As I mentioned to you previously that WHPS contract has been always valid for a week only. All other Kindergarten and Elementary school teachers including associate teachers have signed their contracts in May for 2013-2014. We had waited for you until you gave birth and expect you to sign it to be considered employed. Considering your situation, we are willing to extend the contract valid date to July 10, 2013.

The contract helps school to make sure children will have their teachers in places for the entire school year. It also helps teachers to secure their jobs for the school year as well. We expect you to sign the contract by 7/10/13 or we will consider that a decline of the position.

Regard,
Lynn Kuo
Woodland Hills Private School” (Id., Exhibit “9”).

On 7/10/13 at 3:49 p.m., Plaintiff e-mailed Kuo as follows:

“Lynn,

You never gave me written notice that my PDL and FMLA were running concurrently, as required. Here is the link to the Department of Labor where this is stated http://www.dol.gov /whd/regs/compliance/1421.htm and more specifically, I have attached a screenshot of the specific wording on the website. I have been trying to heal from my surgery and having to deal with this from just a few days after having the c-section until now is putting a lot of stress on my recovery and bonding time with my daughter. Again, I am not forfeiting my position and will discuss your contract when my disability leave is over in September.

If you are terminating me while I am on disability, please notify me in writing.

Respectfully,
Jessi (Id., Exhibit “10”).

On 7/11/13, Kuo responded as follows:

“Dear Jessica,

Regardless, we are talking about you signing contract for next school year (9/17/13-6/6/14). Since you have declined to sign the 2013-2014 contract, the associate teacher position is no longer available to you as of July 11, 2013.

Best regards,
Lynn Kuo
Woodland Hills Private School” (Id., Exhibit “11”).
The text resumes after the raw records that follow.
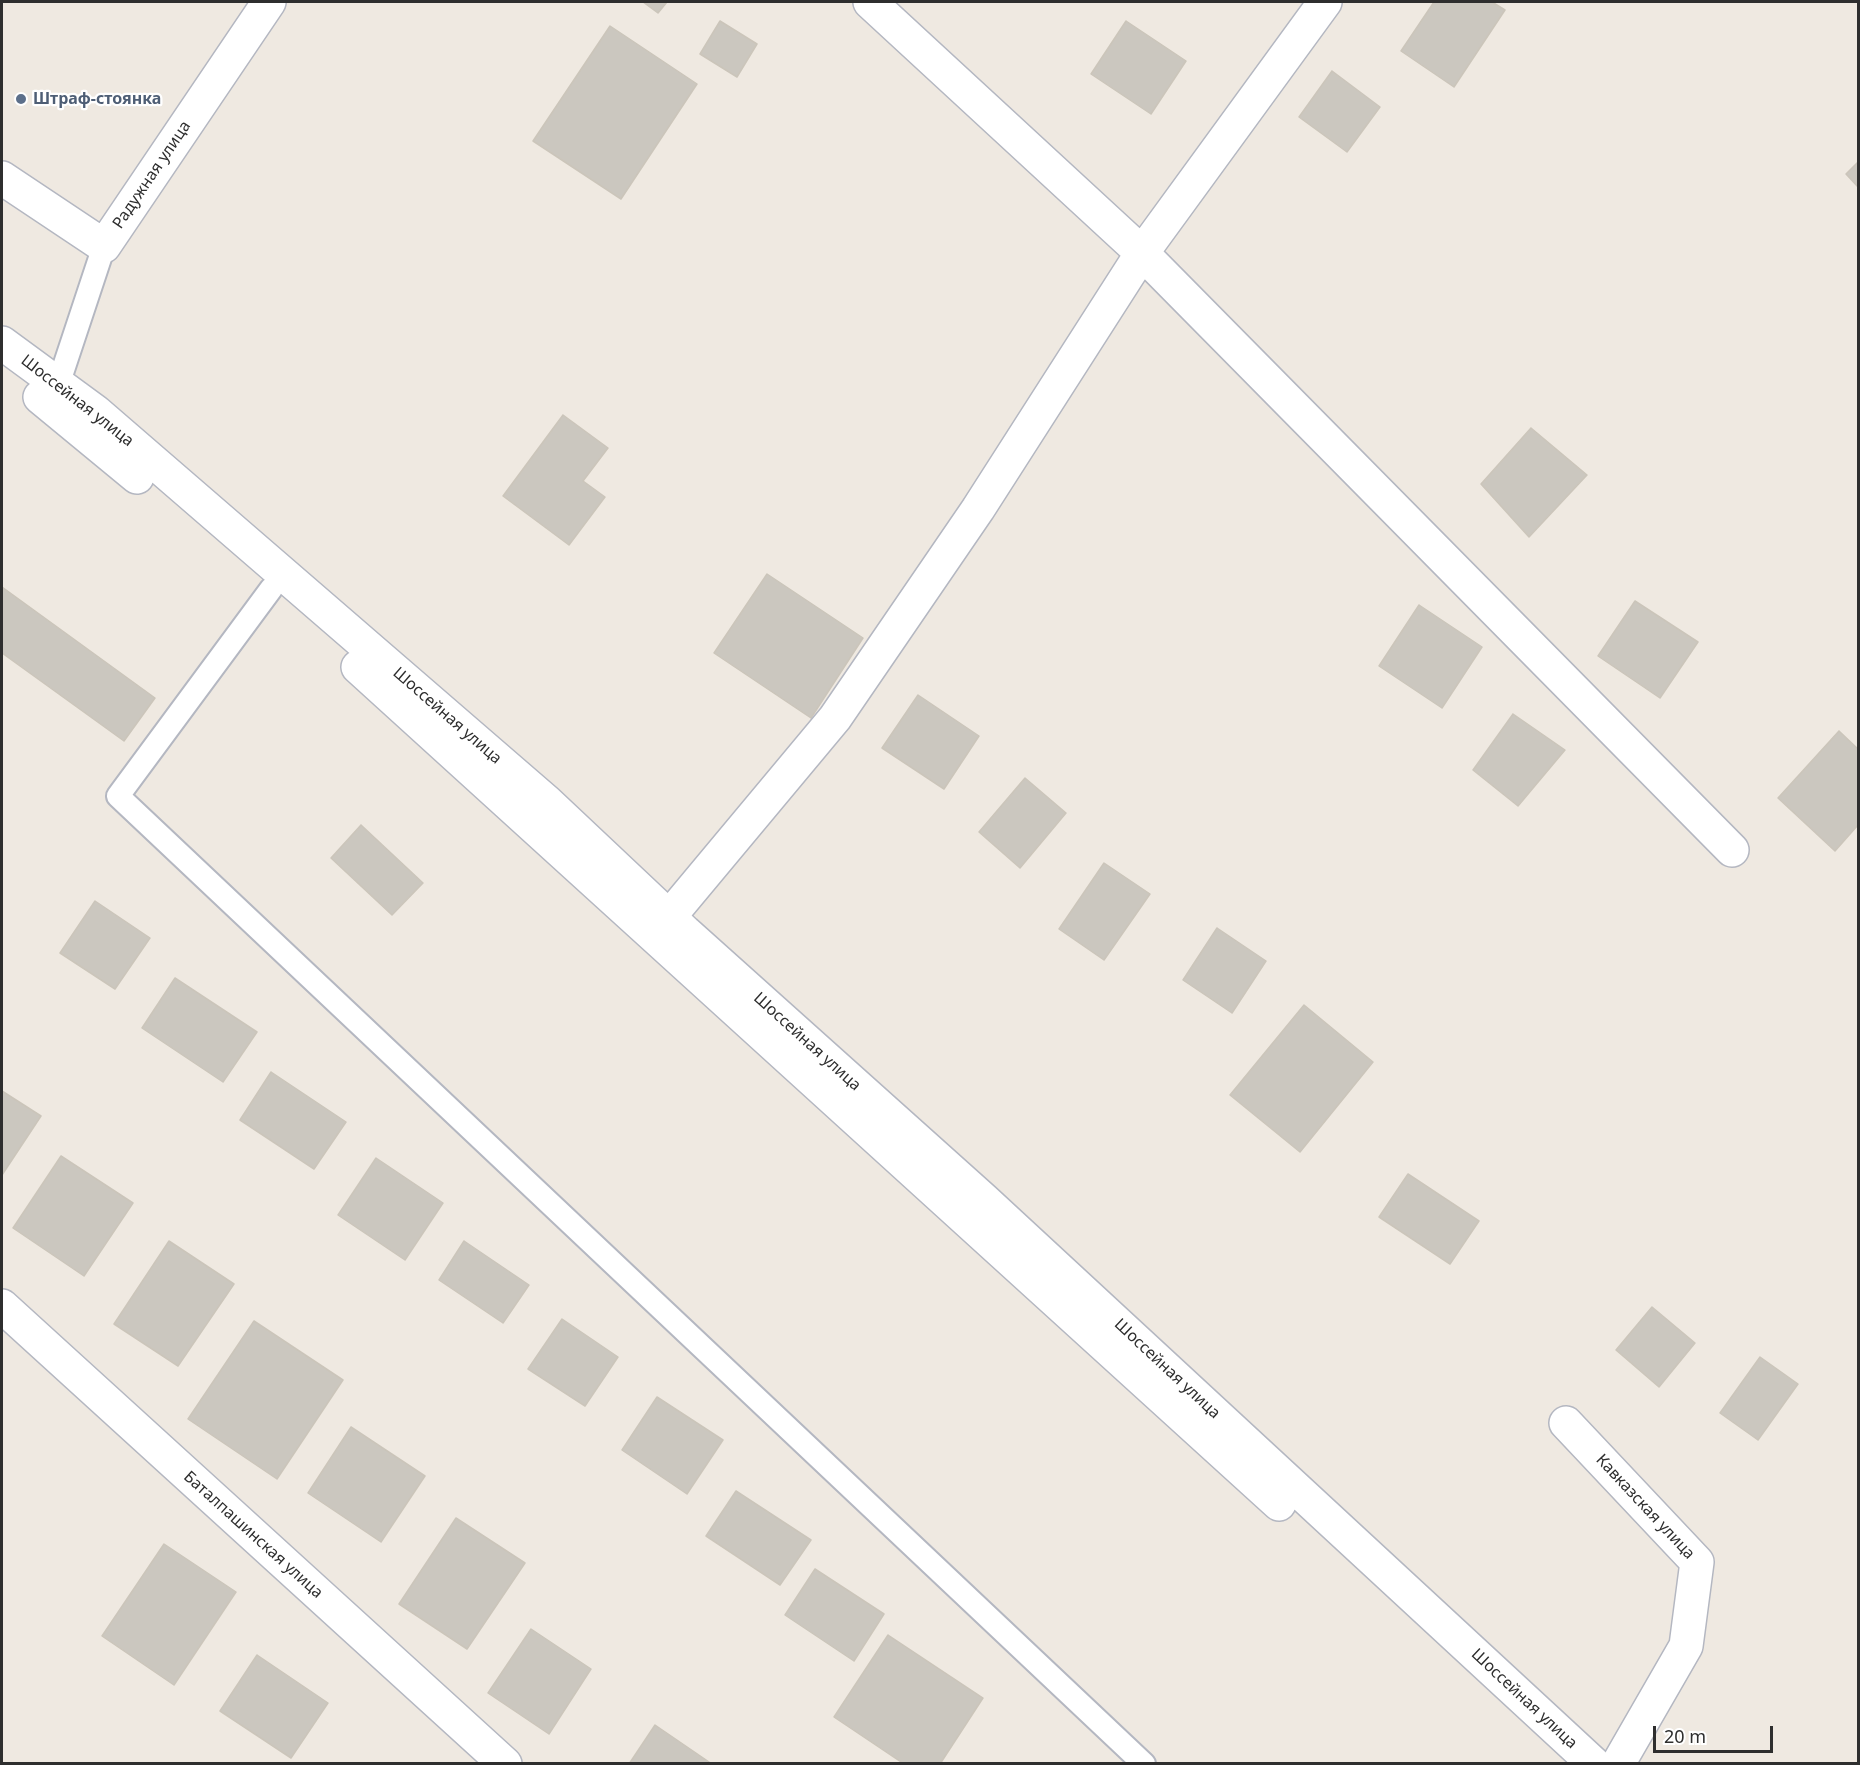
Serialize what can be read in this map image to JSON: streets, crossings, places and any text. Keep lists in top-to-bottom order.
{
  "streets": {
    "main road": [
      "Радужная улица",
      "Шоссейная улица",
      "Кавказская улица",
      "Баталпашинская улица"
    ]
  },
  "places": ["Штраф-стоянка"],
  "scale_bar": "20 m"
}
The above correspondence reflects that D School unilaterally extended P’s time to review the K, from 6/26/13 to 7/10/13. Again, the K was one-page, with a one-page Addendum. P testified that she felt physically able to return to work 3-4 weeks after giving birth; as such, she would surely have been capable of reviewing a one-page document by that time. (Id., Exhibit “2,” 75:19-25). Although she had concerns about having to sign a K and about the liquidated damages provision therein, she never attempted to call Kuo regarding same:

“Q. Okay. So you—when you wrote this e-mail on June 26, it was your frame of mind that you didn’t want to discuss the contract until you returned—returned to work in September?
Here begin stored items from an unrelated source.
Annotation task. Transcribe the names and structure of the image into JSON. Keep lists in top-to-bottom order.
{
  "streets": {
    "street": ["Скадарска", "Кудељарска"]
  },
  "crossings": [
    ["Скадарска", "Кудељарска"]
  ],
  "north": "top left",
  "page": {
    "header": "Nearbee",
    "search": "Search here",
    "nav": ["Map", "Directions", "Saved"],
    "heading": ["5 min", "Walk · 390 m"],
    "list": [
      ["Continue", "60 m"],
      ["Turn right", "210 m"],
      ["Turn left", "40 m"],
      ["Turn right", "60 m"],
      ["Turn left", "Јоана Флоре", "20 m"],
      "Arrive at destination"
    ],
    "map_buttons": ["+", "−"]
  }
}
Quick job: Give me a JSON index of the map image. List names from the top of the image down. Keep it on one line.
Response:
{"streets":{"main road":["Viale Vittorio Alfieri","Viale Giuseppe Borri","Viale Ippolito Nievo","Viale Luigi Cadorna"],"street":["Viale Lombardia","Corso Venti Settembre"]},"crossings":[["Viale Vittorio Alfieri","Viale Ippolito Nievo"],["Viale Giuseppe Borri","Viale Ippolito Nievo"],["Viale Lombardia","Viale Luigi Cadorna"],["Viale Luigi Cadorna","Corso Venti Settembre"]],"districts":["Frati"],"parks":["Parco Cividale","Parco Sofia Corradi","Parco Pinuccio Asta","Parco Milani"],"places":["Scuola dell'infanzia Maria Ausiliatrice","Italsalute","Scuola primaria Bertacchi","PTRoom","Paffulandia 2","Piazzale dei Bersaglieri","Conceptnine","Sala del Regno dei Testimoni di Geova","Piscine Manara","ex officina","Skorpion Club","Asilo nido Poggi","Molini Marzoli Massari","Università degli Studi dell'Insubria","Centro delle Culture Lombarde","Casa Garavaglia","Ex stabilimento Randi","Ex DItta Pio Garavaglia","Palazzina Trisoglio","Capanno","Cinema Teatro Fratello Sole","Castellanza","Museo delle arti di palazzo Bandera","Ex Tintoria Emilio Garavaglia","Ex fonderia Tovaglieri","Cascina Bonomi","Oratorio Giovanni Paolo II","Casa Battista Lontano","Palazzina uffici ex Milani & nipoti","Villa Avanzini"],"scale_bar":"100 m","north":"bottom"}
A. Yeah. I had just had a major surgery. I was in no frame of mind, and then this comes and it kind of sent me for a loop because I didn’t know where this was coming from. The school has always been so, you know, nice, accommodating, so it threw me for a loop.
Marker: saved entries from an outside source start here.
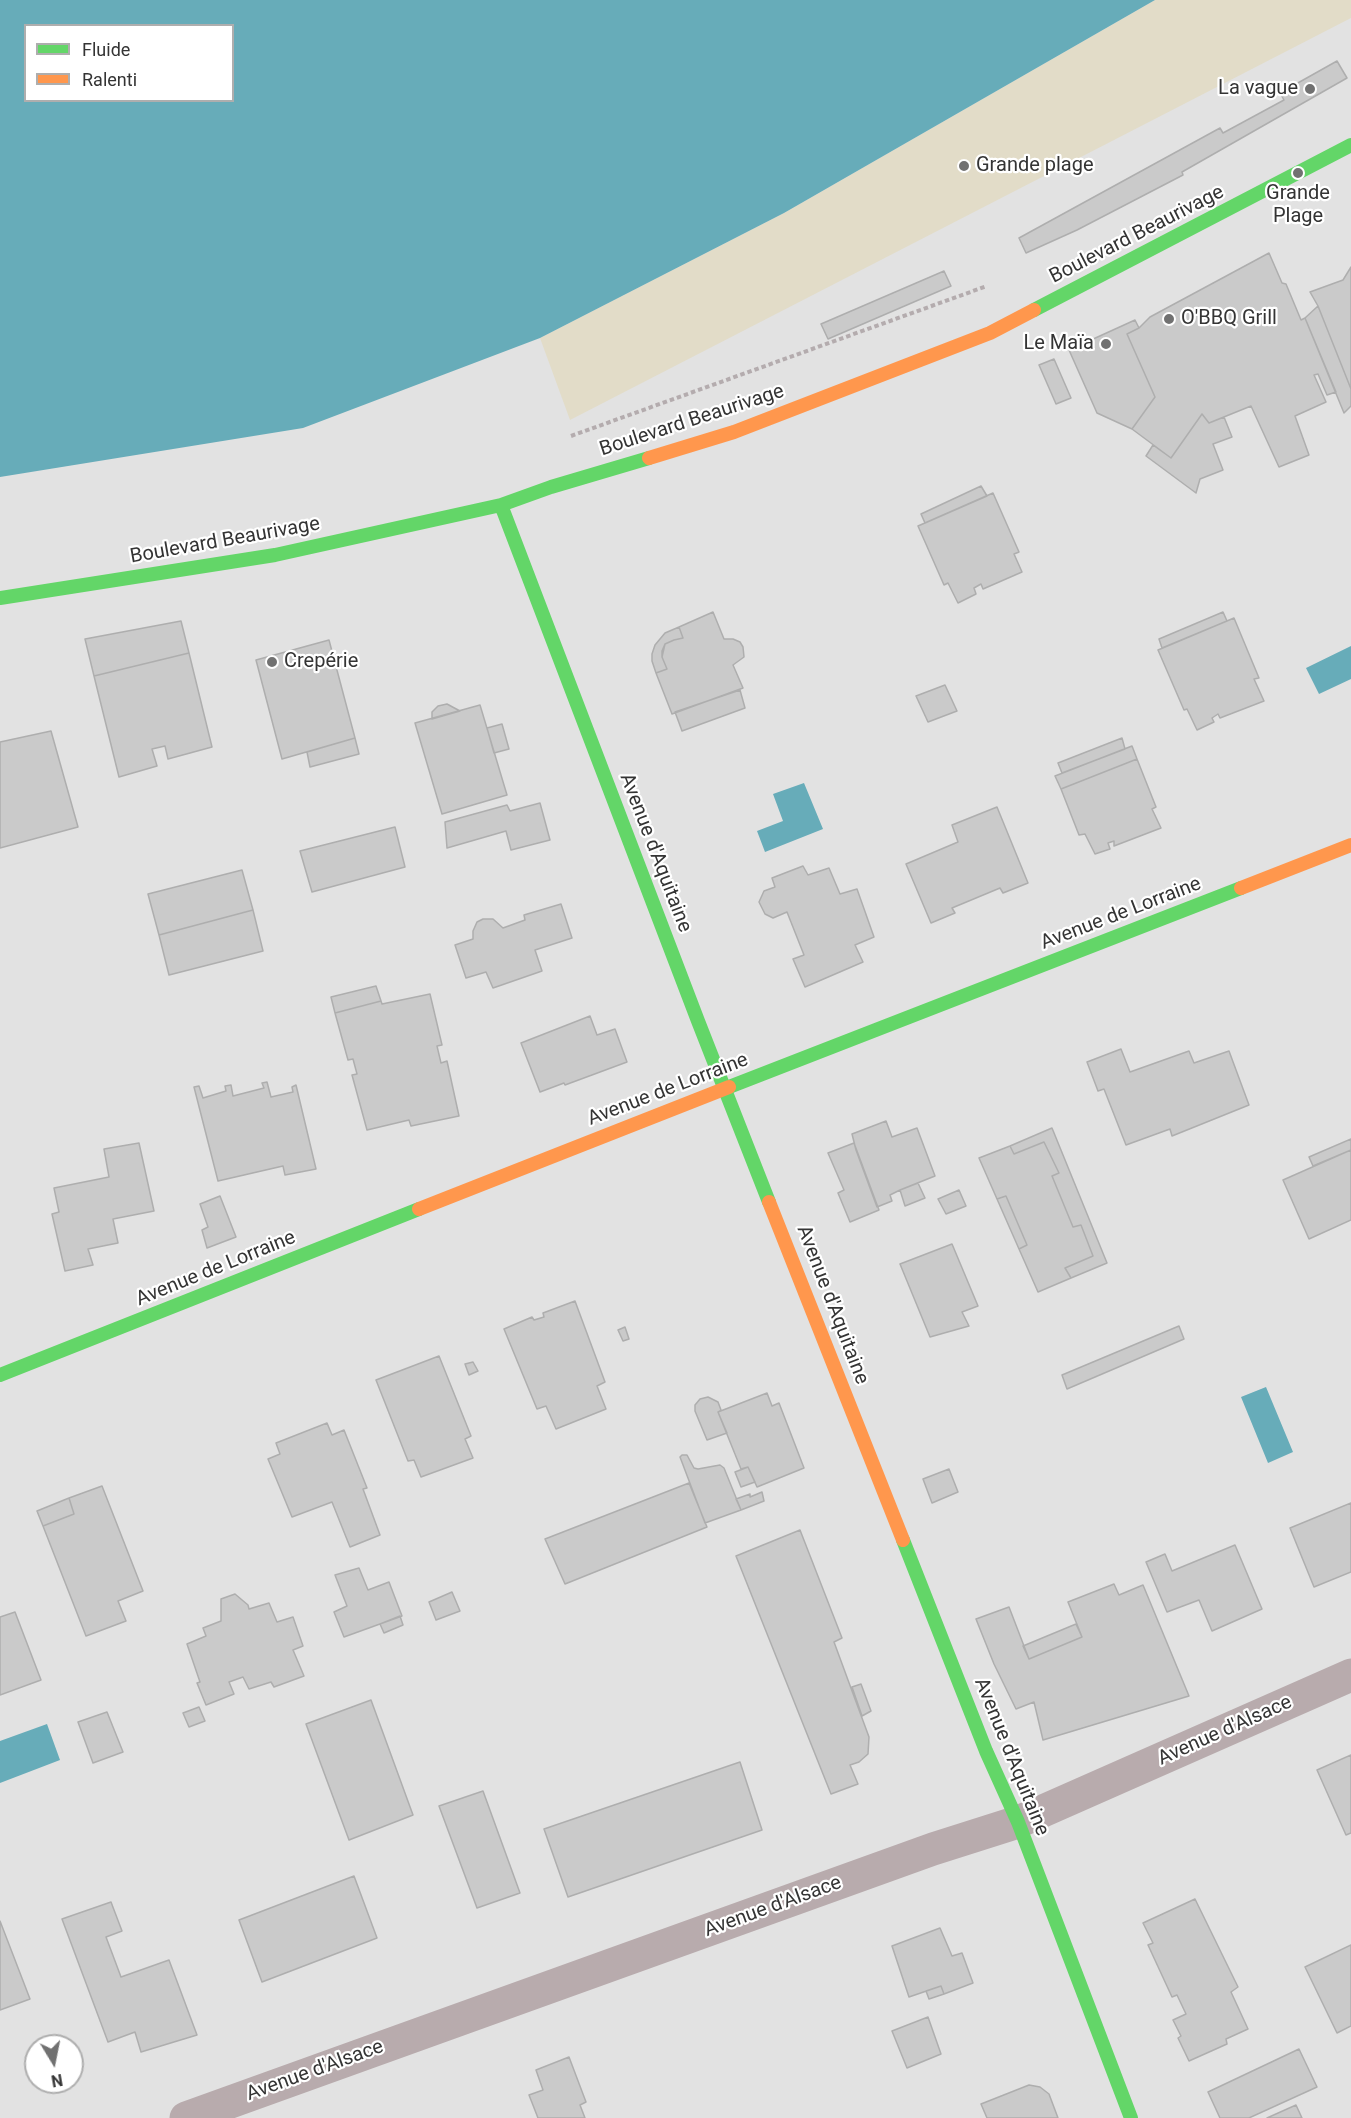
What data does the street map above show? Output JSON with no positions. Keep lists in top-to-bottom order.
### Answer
{
  "streets": {
    "street": [
      "Boulevard Beaurivage",
      "Avenue d'Aquitaine",
      "Avenue de Lorraine",
      "Avenue d'Alsace"
    ]
  },
  "crossings": [
    ["Boulevard Beaurivage", "Avenue d'Aquitaine"],
    ["Avenue d'Aquitaine", "Avenue de Lorraine"],
    ["Avenue d'Aquitaine", "Avenue d'Alsace"]
  ],
  "places": [
    "La vague",
    "Grande plage",
    "Grande Plage",
    "O'BBQ Grill",
    "Le Maïa",
    "Crepérie"
  ],
  "legend": ["Fluide", "Ralenti"],
  "north": "bottom"
}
Q. What—what was it about the contract that you found problematic?

A. I found it a little threatening because, as I stated before, I’ve never gotten the contract, so I didn’t understand why I was being asked to sign one now. There was liquidation amount that was on there that kind of scared me. I just didn’t—I—I didn’t know what was going on or what I had done to make them think I needed to sign a contract.

Q. Did you ever just pick up the phone and call Lynn?

A. No.” (Id., Exhibit “2,” 99:5-25).

P’s communication to School that she would not even discuss the K until her leave was over (i.e., 9/17/13) was unreasonable, particularly in light of the fact that the school year would have started a month earlier. P has not provided this court with any evidence of pretext.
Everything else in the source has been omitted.